● **WHAT IS NEEDED**:
Write the listing out once more, with every line exactly as it stands.

● **INFORMATION SUPPLIED**:
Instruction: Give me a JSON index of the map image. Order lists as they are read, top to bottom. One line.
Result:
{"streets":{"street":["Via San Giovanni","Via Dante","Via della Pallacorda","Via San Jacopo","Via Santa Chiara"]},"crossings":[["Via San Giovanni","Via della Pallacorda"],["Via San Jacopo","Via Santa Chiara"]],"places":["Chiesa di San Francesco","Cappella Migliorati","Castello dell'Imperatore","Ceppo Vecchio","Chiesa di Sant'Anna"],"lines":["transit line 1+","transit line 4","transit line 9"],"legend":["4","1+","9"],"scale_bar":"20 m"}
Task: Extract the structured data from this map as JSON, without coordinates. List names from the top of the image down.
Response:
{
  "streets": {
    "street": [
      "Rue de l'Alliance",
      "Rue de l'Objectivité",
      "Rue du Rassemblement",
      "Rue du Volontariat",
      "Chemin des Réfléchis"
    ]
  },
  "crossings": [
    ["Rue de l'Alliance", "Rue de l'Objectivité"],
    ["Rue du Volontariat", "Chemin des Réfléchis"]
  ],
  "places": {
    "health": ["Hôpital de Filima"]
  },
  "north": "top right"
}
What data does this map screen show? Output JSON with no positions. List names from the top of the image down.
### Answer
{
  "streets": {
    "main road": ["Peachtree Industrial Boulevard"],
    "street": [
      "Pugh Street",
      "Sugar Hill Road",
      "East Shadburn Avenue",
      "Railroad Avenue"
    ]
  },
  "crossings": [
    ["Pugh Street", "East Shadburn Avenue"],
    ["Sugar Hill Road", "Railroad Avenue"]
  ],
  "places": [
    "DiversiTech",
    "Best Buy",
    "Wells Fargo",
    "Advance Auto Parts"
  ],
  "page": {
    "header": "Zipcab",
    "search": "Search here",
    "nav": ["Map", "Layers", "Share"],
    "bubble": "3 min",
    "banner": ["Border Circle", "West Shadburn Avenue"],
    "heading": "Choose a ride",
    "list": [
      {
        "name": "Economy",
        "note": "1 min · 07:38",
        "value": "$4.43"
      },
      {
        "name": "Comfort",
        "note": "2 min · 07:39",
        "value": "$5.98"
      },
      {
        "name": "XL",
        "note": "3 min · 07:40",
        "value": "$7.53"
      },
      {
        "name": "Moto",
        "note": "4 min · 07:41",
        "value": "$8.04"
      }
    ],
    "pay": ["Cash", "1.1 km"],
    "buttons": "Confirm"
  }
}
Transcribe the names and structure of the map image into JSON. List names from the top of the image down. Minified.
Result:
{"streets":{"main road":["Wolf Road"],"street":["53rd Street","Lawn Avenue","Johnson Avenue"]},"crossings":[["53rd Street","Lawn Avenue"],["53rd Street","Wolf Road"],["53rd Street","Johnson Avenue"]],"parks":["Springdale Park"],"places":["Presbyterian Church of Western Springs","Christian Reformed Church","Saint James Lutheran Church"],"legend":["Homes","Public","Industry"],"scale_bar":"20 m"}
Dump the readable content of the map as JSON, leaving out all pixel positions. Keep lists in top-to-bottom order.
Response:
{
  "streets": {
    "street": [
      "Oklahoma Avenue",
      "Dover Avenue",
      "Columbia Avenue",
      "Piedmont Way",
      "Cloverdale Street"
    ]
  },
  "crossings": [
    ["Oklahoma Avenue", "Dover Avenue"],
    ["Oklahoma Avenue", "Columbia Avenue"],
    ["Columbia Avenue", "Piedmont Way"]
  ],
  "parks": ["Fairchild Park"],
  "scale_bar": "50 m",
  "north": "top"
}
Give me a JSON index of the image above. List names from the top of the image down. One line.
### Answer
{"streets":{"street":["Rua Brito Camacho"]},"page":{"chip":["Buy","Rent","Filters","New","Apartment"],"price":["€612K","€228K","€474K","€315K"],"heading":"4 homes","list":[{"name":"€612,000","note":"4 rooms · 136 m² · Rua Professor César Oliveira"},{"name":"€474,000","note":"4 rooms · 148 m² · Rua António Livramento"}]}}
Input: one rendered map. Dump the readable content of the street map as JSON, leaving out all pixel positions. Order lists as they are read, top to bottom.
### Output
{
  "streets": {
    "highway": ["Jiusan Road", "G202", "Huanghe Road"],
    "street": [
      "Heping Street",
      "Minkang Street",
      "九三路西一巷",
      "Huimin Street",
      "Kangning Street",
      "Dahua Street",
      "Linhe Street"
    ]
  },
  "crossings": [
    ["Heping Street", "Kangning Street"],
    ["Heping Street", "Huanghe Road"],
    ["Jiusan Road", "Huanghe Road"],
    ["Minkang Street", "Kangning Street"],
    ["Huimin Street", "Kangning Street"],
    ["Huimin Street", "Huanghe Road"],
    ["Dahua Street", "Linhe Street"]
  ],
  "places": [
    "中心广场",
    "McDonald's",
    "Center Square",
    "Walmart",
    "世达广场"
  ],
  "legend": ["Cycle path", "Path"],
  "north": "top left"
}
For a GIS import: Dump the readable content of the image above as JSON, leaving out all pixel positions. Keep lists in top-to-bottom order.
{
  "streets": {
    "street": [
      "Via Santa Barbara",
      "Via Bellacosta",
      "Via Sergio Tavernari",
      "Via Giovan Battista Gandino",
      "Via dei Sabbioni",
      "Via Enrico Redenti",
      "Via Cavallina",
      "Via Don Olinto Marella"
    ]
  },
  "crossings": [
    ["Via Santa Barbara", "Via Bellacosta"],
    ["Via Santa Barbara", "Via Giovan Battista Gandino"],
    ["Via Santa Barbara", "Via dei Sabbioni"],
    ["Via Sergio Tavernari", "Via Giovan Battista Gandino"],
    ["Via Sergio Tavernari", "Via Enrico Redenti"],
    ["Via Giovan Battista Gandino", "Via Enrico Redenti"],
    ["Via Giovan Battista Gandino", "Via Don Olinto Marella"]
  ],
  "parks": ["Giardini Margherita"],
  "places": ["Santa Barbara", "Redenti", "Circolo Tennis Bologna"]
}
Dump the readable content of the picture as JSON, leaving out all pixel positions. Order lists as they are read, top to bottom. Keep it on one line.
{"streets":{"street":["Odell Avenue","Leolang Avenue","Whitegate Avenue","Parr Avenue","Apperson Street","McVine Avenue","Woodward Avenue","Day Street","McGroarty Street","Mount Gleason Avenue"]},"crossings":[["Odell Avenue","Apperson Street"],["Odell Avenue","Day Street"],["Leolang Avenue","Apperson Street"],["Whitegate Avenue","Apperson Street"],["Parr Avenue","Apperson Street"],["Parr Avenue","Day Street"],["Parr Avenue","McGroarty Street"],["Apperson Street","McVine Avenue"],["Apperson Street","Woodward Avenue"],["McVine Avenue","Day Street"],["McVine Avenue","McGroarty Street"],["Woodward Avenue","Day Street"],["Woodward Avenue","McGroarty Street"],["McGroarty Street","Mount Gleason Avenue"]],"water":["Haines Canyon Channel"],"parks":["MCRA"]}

● **SOLUTION TO THIS PROBLEM**:
Instruction: Give me a JSON index of the map image. Order lists as they are read, top to bottom. One line.
Result:
{"streets":{"street":["Via San Giovanni","Via Dante","Via della Pallacorda","Via San Jacopo","Via Santa Chiara"]},"crossings":[["Via San Giovanni","Via della Pallacorda"],["Via San Jacopo","Via Santa Chiara"]],"places":["Chiesa di San Francesco","Cappella Migliorati","Castello dell'Imperatore","Ceppo Vecchio","Chiesa di Sant'Anna"],"lines":["transit line 1+","transit line 4","transit line 9"],"legend":["4","1+","9"],"scale_bar":"20 m"}
Task: Extract the structured data from this map as JSON, without coordinates. List names from the top of the image down.
Response:
{
  "streets": {
    "street": [
      "Rue de l'Alliance",
      "Rue de l'Objectivité",
      "Rue du Rassemblement",
      "Rue du Volontariat",
      "Chemin des Réfléchis"
    ]
  },
  "crossings": [
    ["Rue de l'Alliance", "Rue de l'Objectivité"],
    ["Rue du Volontariat", "Chemin des Réfléchis"]
  ],
  "places": {
    "health": ["Hôpital de Filima"]
  },
  "north": "top right"
}
What data does this map screen show? Output JSON with no positions. List names from the top of the image down.
### Answer
{
  "streets": {
    "main road": ["Peachtree Industrial Boulevard"],
    "street": [
      "Pugh Street",
      "Sugar Hill Road",
      "East Shadburn Avenue",
      "Railroad Avenue"
    ]
  },
  "crossings": [
    ["Pugh Street", "East Shadburn Avenue"],
    ["Sugar Hill Road", "Railroad Avenue"]
  ],
  "places": [
    "DiversiTech",
    "Best Buy",
    "Wells Fargo",
    "Advance Auto Parts"
  ],
  "page": {
    "header": "Zipcab",
    "search": "Search here",
    "nav": ["Map", "Layers", "Share"],
    "bubble": "3 min",
    "banner": ["Border Circle", "West Shadburn Avenue"],
    "heading": "Choose a ride",
    "list": [
      {
        "name": "Economy",
        "note": "1 min · 07:38",
        "value": "$4.43"
      },
      {
        "name": "Comfort",
        "note": "2 min · 07:39",
        "value": "$5.98"
      },
      {
        "name": "XL",
        "note": "3 min · 07:40",
        "value": "$7.53"
      },
      {
        "name": "Moto",
        "note": "4 min · 07:41",
        "value": "$8.04"
      }
    ],
    "pay": ["Cash", "1.1 km"],
    "buttons": "Confirm"
  }
}
Transcribe the names and structure of the map image into JSON. List names from the top of the image down. Minified.
Result:
{"streets":{"main road":["Wolf Road"],"street":["53rd Street","Lawn Avenue","Johnson Avenue"]},"crossings":[["53rd Street","Lawn Avenue"],["53rd Street","Wolf Road"],["53rd Street","Johnson Avenue"]],"parks":["Springdale Park"],"places":["Presbyterian Church of Western Springs","Christian Reformed Church","Saint James Lutheran Church"],"legend":["Homes","Public","Industry"],"scale_bar":"20 m"}
Dump the readable content of the map as JSON, leaving out all pixel positions. Keep lists in top-to-bottom order.
Response:
{
  "streets": {
    "street": [
      "Oklahoma Avenue",
      "Dover Avenue",
      "Columbia Avenue",
      "Piedmont Way",
      "Cloverdale Street"
    ]
  },
  "crossings": [
    ["Oklahoma Avenue", "Dover Avenue"],
    ["Oklahoma Avenue", "Columbia Avenue"],
    ["Columbia Avenue", "Piedmont Way"]
  ],
  "parks": ["Fairchild Park"],
  "scale_bar": "50 m",
  "north": "top"
}
Give me a JSON index of the image above. List names from the top of the image down. One line.
### Answer
{"streets":{"street":["Rua Brito Camacho"]},"page":{"chip":["Buy","Rent","Filters","New","Apartment"],"price":["€612K","€228K","€474K","€315K"],"heading":"4 homes","list":[{"name":"€612,000","note":"4 rooms · 136 m² · Rua Professor César Oliveira"},{"name":"€474,000","note":"4 rooms · 148 m² · Rua António Livramento"}]}}
Input: one rendered map. Dump the readable content of the street map as JSON, leaving out all pixel positions. Order lists as they are read, top to bottom.
### Output
{
  "streets": {
    "highway": ["Jiusan Road", "G202", "Huanghe Road"],
    "street": [
      "Heping Street",
      "Minkang Street",
      "九三路西一巷",
      "Huimin Street",
      "Kangning Street",
      "Dahua Street",
      "Linhe Street"
    ]
  },
  "crossings": [
    ["Heping Street", "Kangning Street"],
    ["Heping Street", "Huanghe Road"],
    ["Jiusan Road", "Huanghe Road"],
    ["Minkang Street", "Kangning Street"],
    ["Huimin Street", "Kangning Street"],
    ["Huimin Street", "Huanghe Road"],
    ["Dahua Street", "Linhe Street"]
  ],
  "places": [
    "中心广场",
    "McDonald's",
    "Center Square",
    "Walmart",
    "世达广场"
  ],
  "legend": ["Cycle path", "Path"],
  "north": "top left"
}
For a GIS import: Dump the readable content of the image above as JSON, leaving out all pixel positions. Keep lists in top-to-bottom order.
{
  "streets": {
    "street": [
      "Via Santa Barbara",
      "Via Bellacosta",
      "Via Sergio Tavernari",
      "Via Giovan Battista Gandino",
      "Via dei Sabbioni",
      "Via Enrico Redenti",
      "Via Cavallina",
      "Via Don Olinto Marella"
    ]
  },
  "crossings": [
    ["Via Santa Barbara", "Via Bellacosta"],
    ["Via Santa Barbara", "Via Giovan Battista Gandino"],
    ["Via Santa Barbara", "Via dei Sabbioni"],
    ["Via Sergio Tavernari", "Via Giovan Battista Gandino"],
    ["Via Sergio Tavernari", "Via Enrico Redenti"],
    ["Via Giovan Battista Gandino", "Via Enrico Redenti"],
    ["Via Giovan Battista Gandino", "Via Don Olinto Marella"]
  ],
  "parks": ["Giardini Margherita"],
  "places": ["Santa Barbara", "Redenti", "Circolo Tennis Bologna"]
}
Dump the readable content of the picture as JSON, leaving out all pixel positions. Order lists as they are read, top to bottom. Keep it on one line.
{"streets":{"street":["Odell Avenue","Leolang Avenue","Whitegate Avenue","Parr Avenue","Apperson Street","McVine Avenue","Woodward Avenue","Day Street","McGroarty Street","Mount Gleason Avenue"]},"crossings":[["Odell Avenue","Apperson Street"],["Odell Avenue","Day Street"],["Leolang Avenue","Apperson Street"],["Whitegate Avenue","Apperson Street"],["Parr Avenue","Apperson Street"],["Parr Avenue","Day Street"],["Parr Avenue","McGroarty Street"],["Apperson Street","McVine Avenue"],["Apperson Street","Woodward Avenue"],["McVine Avenue","Day Street"],["McVine Avenue","McGroarty Street"],["Woodward Avenue","Day Street"],["Woodward Avenue","McGroarty Street"],["McGroarty Street","Mount Gleason Avenue"]],"water":["Haines Canyon Channel"],"parks":["MCRA"]}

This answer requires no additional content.